As his retirement at the end of the school term draws near, Andrew is approached by a quiet and sensitive pupil named Taplow who has detected the unhappiness and loneliness of his teacher and makes an attempt to reach out to him, saying that Andrew's Latin teachings have inspired him. Taplow gives Andrew a gift – a rare copy of an early edition of the 'Browning Version' – the 1877 translation by Robert Browning of Aeschylus' ancient play Agamemnon. Touched by this gesture, Andrew's emotional guard begins to be let down for the first time. Increasingly aware of Andrew's isolation, Frank feels guilty about the affair with Laura and ends the relationship. Shortly before the end-of-term school assembly in which Andrew will make his farewell speech, Laura tells her husband that she wants their marriage to end and that she intends to leave him.

The school's senior staff want Andrew to make his speech first, to be followed by the farewell speech of a younger, more popular teacher who is leaving to pursue a career as a cricketer. But Andrew insists on going second, even though the headmaster angrily says that it will give the ceremony an 'anti-climax'. To the surprise of everyone, including Laura who has lingered to watch the event, Andrew's speech is highly emotional and revelatory, apologising for his failures both as a teacher and as a person. Moved by the speech, the pupils and staff give Andrew a huge applause.

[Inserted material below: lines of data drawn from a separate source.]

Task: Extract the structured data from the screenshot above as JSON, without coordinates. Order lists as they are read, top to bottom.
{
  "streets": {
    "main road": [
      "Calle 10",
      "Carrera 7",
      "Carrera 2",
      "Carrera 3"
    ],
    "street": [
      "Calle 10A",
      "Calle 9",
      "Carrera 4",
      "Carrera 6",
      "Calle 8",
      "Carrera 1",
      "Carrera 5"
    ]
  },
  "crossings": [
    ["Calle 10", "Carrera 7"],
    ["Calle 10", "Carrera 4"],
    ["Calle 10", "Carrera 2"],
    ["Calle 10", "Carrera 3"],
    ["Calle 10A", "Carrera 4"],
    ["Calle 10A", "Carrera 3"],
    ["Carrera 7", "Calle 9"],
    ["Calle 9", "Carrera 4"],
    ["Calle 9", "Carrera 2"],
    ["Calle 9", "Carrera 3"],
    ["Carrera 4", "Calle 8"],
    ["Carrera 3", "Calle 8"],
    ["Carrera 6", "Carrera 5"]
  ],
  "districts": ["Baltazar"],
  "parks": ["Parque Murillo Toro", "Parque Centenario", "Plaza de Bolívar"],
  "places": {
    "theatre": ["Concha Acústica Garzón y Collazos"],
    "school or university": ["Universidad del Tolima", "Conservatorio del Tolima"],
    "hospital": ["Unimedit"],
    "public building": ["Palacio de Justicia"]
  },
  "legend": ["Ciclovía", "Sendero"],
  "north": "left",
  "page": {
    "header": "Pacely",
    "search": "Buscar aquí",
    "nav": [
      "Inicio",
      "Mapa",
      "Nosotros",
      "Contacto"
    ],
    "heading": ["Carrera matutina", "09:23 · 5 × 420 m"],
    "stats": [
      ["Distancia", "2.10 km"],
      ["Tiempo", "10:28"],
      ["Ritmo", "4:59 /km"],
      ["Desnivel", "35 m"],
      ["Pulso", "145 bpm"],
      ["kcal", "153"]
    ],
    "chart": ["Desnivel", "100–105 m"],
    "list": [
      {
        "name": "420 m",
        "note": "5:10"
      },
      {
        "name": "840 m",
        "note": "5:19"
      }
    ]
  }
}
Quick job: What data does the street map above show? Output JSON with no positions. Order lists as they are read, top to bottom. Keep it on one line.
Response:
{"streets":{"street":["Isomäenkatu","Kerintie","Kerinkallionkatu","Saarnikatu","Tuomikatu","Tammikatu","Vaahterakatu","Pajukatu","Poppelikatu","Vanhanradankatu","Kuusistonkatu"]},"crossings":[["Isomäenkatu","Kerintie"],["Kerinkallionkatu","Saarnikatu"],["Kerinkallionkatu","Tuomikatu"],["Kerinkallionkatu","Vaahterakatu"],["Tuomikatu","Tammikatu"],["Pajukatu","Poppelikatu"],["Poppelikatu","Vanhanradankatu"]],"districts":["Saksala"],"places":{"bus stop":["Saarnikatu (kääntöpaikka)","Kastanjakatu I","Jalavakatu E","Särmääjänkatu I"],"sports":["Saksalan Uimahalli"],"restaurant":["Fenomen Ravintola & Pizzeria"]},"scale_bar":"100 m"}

Andrew, as a parting gesture of gratitude, tells Taplow that he has organised a place for him in Frank's science class which the pupil had been eager to join. Laura has a newfound sense of respect for her husband and the two part on good terms. As he watches Laura drive away, Andrew sadly but calmly faces the next phase of his life.

==Cast==

- Albert Finney as Andrew Crocker-Harris
- Greta Scacchi as Laura Crocker-Harris
- Matthew Modine as Frank Hunter
- Julian Sands as Tom Gilbert
- Michael Gambon as Dr. Frobisher
- Ben Silverstone as Taplow
- Oliver Milburn as Trubshaw
- Jim Sturgess as Bryant (credited as James Sturgess)
- Joseph Beattie as Wilson
- Mark Bolton as Grantham
- Tom Havelock as Laughton
- Walter Micklethwaite as Buller
- Jotham Annan as Prince Abakendi
- David Lever as David Fletcher
- Bruce Myers as Dr. Rafferty
- Maryam d'Abo as Diana
- Heathcote Williams as Dr. Lake

==Production==
The interior and exterior scenes in The Browning Version were filmed at Milton Abbey School and Sherborne School, two boys' independent schools in Dorset, in southern England.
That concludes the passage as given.